We want to see a world where everyone lives their happiest life. To do that, we conduct and promote research into how best to measure and increase global wellbeing. This document has set out the broad range of topics this research draws on and, further, has specified what we take the priorities to be for ourselves and fellow researchers who share our goals. 
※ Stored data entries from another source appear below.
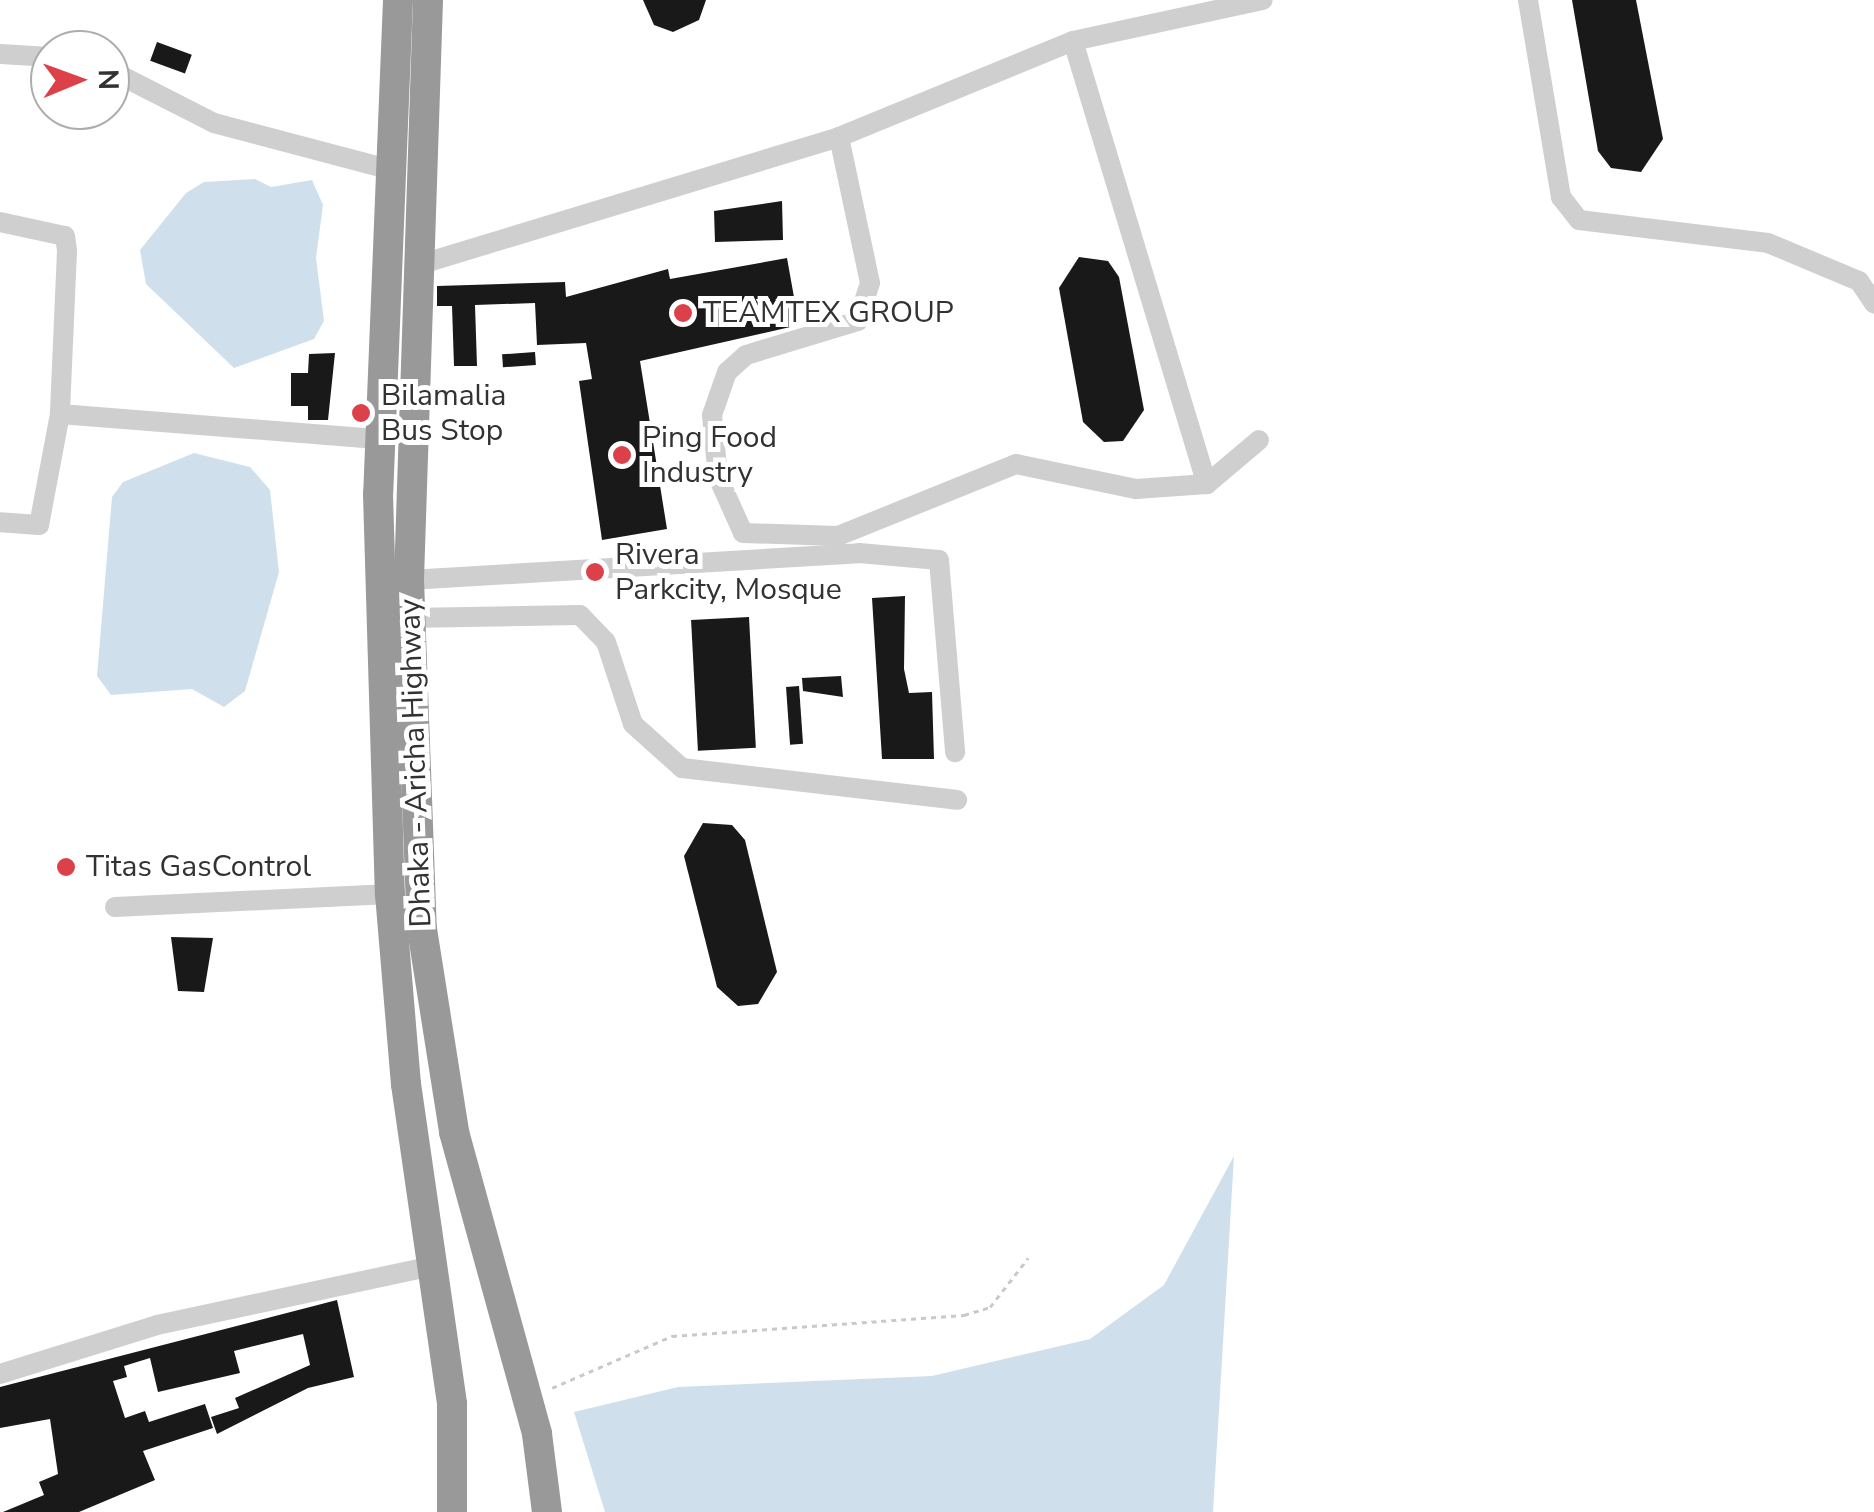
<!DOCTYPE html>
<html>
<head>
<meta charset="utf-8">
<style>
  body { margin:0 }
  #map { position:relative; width:1874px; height:1512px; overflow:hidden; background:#fff; font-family:"Nunito Sans",sans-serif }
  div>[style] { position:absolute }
  .water>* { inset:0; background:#cfe0ec }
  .building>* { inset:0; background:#191919; transform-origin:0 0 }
  .path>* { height:2.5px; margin-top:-1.25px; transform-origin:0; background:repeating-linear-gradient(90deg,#c9c9c9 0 5px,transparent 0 10px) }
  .minor>* { height:20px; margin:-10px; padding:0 10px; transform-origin:10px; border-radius:10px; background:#cfcfcf }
  .highway>* { height:30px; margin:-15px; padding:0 15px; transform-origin:15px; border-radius:15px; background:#999 }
  .dots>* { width:28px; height:28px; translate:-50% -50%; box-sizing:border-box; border:5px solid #fff; border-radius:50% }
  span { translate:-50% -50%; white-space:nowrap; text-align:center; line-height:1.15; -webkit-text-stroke:10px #fff; paint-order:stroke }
  .poi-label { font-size:30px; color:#323232 }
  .left { translate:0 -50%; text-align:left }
  .street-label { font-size:30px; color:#323232 }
  .north { position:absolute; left:30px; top:30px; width:100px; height:100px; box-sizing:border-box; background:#fff; border:2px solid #adadad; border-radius:50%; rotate:89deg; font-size:28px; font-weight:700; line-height:40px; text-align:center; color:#323232 }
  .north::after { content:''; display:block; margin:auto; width:35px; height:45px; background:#dc414a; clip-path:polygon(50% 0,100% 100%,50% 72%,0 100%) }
</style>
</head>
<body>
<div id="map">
  <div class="water">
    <div style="clip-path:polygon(255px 179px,271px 187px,312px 180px,323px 205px,316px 258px,324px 321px,314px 339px,234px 368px,146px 284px,140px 250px,186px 193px,204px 182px)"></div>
    <div style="clip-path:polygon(194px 453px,250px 467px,270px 490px,279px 572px,245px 691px,224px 707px,192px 689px,111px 695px,97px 676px,112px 497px,123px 482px)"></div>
    <div style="clip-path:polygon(1234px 1156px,1213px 1512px,605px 1512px,574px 1412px,678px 1387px,932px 1376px,1090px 1339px,1164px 1285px)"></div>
  </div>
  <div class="building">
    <div style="clip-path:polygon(643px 0,706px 0,699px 20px,673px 32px,654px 25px)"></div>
    <div style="clip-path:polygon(1572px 0,1636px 0,1663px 139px,1641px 172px,1611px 168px,1598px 151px)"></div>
    <div style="left:157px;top:42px;width:37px;height:20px;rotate:20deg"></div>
    <div style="clip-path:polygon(782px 201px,783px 240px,715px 242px,714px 211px)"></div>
    <div style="clip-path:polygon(1079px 257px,1108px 261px,1119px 277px,1144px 410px,1123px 441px,1104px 442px,1083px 422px,1059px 288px)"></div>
    <div style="clip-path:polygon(787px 258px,799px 325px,640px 361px,667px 529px,602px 540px,579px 381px,592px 379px,586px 343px,537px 345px,535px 303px,475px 305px,477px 366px,454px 366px,452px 306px,437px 306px,437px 286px,565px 282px,566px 297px,668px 269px,670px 279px)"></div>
    <div style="left:535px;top:352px;width:13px;height:33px;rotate:86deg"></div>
    <div style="clip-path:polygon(335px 353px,328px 420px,308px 420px,308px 406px,291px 406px,291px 373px,308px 373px,309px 354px)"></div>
    <div style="clip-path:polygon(905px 596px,904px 669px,909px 693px,932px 692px,934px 759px,882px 759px,872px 598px)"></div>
    <div style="left:749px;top:617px;width:131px;height:58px;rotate:87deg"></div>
    <div style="clip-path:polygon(841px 676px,843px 697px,803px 691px,802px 678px)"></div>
    <div style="left:799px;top:686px;width:58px;height:13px;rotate:86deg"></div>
    <div style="clip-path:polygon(703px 823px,732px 825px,745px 840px,777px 972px,758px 1004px,738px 1006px,717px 987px,684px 856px)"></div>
    <div style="clip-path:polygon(171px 937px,213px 938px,204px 992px,178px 991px)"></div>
    <div style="clip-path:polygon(337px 1300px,354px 1377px,308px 1388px,217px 1434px,211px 1417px,239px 1408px,235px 1398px,310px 1365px,303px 1334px,234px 1351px,240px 1373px,158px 1392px,150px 1358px,124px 1366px,127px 1377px,113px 1381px,125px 1418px,145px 1411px,149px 1422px,205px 1404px,213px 1428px,143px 1451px,155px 1480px,79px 1512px,3px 1512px,44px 1495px,39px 1482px,58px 1474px,50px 1419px,0 1428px,0 1387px)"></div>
  </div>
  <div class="path">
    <div style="left:552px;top:1388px;width:131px;rotate:-23.4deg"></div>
    <div style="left:672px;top:1336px;width:293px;rotate:-4.1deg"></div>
    <div style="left:964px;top:1315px;width:27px;rotate:-17deg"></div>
    <div style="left:990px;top:1307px;width:62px;rotate:-52.2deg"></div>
  </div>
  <div class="minor">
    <div style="left:1528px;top:0;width:200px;rotate:80.5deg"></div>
    <div style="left:1561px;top:197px;width:29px;rotate:52deg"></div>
    <div style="left:1579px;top:220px;width:190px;rotate:6.9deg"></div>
    <div style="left:1768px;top:243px;width:99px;rotate:22.7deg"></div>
    <div style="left:1859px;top:281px;width:27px;rotate:56deg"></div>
    <div style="left:1073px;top:41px;width:463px;rotate:73.2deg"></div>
    <div style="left:0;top:54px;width:50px;rotate:3.4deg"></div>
    <div style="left:110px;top:70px;width:117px;rotate:27deg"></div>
    <div style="left:214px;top:123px;width:176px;rotate:14.8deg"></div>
    <div style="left:839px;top:137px;width:149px;rotate:78deg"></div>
    <div style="left:870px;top:283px;width:40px;rotate:108deg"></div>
    <div style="left:858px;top:321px;width:117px;rotate:163.1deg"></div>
    <div style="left:746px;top:355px;width:25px;rotate:138deg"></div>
    <div style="left:727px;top:372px;width:46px;rotate:109.2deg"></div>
    <div style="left:712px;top:415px;width:62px;rotate:84.5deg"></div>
    <div style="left:718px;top:477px;width:61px;rotate:65.9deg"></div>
    <div style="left:743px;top:533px;width:95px;rotate:1.8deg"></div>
    <div style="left:838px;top:536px;width:192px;rotate:-22deg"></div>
    <div style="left:1016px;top:464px;width:123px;rotate:11.8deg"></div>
    <div style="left:1136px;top:489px;width:71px;rotate:-4deg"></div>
    <div style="left:1207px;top:484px;width:68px;rotate:-40.2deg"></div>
    <div style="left:0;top:222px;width:66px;rotate:12.2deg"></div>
    <div style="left:65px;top:236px;width:15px;rotate:82deg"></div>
    <div style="left:67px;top:251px;width:163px;rotate:92.5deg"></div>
    <div style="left:60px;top:414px;width:113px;rotate:100.7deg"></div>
    <div style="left:39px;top:525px;width:39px;rotate:-176deg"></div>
    <div style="left:415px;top:266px;width:443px;rotate:-16.9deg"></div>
    <div style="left:839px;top:137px;width:253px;rotate:-22.3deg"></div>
    <div style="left:1073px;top:41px;width:194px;rotate:-12.2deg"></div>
    <div style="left:60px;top:414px;width:321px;rotate:4.5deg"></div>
    <div style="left:409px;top:580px;width:451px;rotate:-3.4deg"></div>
    <div style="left:859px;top:553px;width:80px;rotate:5deg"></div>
    <div style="left:939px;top:560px;width:193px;rotate:85.2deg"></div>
    <div style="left:410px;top:618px;width:170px;rotate:-1deg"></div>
    <div style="left:580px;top:615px;width:37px;rotate:46deg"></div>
    <div style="left:606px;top:642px;width:86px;rotate:71.8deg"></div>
    <div style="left:633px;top:724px;width:66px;rotate:41.9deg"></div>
    <div style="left:682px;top:768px;width:277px;rotate:6.6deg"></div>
    <div style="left:115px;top:907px;width:275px;rotate:-2.7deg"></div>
    <div style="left:0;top:1374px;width:164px;rotate:-17.3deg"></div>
    <div style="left:157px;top:1325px;width:277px;rotate:-12.1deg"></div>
  </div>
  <div class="highway">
    <div style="left:398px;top:0;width:494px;rotate:92.3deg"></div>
    <div style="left:378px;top:494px;width:400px;rotate:88.3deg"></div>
    <div style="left:390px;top:894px;width:191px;rotate:85.2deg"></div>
    <div style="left:406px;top:1084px;width:323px;rotate:81.8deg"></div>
    <div style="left:452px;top:1404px;width:108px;rotate:90deg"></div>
    <div style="left:428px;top:0;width:580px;rotate:91.88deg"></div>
    <div style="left:409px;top:580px;width:349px;rotate:87.9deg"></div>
    <div style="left:422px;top:929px;width:206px;rotate:81deg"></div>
    <div style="left:454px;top:1132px;width:313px;rotate:74.6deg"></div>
    <div style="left:537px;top:1434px;width:79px;rotate:82.7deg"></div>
  </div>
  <div class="dots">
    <div style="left:683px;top:313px;background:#dc414a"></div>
    <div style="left:361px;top:413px;background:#dc414a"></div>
    <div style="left:622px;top:455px;background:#dc414a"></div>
    <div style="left:595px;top:572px;background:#dc414a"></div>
    <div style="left:66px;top:867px;background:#dc414a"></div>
  </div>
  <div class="poi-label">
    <span class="left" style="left:703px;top:313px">TEAMTEX GROUP</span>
    <span class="left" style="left:381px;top:413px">Bilamalia<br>Bus Stop</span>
    <span class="left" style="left:642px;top:455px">Ping Food<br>Industry</span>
    <span class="left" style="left:615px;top:572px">Rivera<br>Parkcity, Mosque</span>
    <span class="left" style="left:86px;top:867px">Titas GasControl</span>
  </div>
  <div class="street-label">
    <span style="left:416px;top:763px;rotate:-92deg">Dhaka - Aricha Highway</span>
  </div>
  <div class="north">N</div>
</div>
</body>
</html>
If you have any comments or questions on the research agenda, or you would like to work on any of these issues, we strongly encourage you to get in touch at hello@happierlivesinstitute.org

Endnotes

  • 1
    We note accounts of meaning may suffer the same challenge noted for life satisfaction theories, namely that many animals seem incapable of evaluating their lives as meaningful.
  • 2
    A further issue, and one we don’t discuss, pertains to theories of value aggregation. For instance, do we opt for utilitarian theory of aggregation, where the best outcome is the one with the highest unweighted sum of wellbeing, or (say) a prioritarian function, which gives more weight to increasing the wellbeing of the worse off? See Holtug (2015) for a good summary of the options and issues. The utilitarian approach is the standard one used by subjective wellbeing research, i.e. all the data are summed together when assessing overall changes. We don’t discuss this issue because (1) we are sympathetic to the utilitarian theory of aggregation anyway and (2) attempting anything else would be extremely impractical. It would involve getting access to, then reanalysing, any study of interest ourselves, rather than using the crude average already given.
  • 3
    Some readers may wonder how all this fits together. Population ethics concerns the issues that arise when the number of individuals who ever live, their identities, and their levels of life-time wellbeing vary. The standard unit of aggregation in population ethics is the lifetime wellbeing of individuals. Discussions in population ethics thus usually leave open how the lifetime wellbeing level of individuals is determined. Different accounts of the badness of death offer differ answers over exactly how individual’s lifetime wellbeing levels are to be determined.
  • 4
    More technically, that it has no value, i.e. its value is undefined, rather than that it has a value, and that value is zero.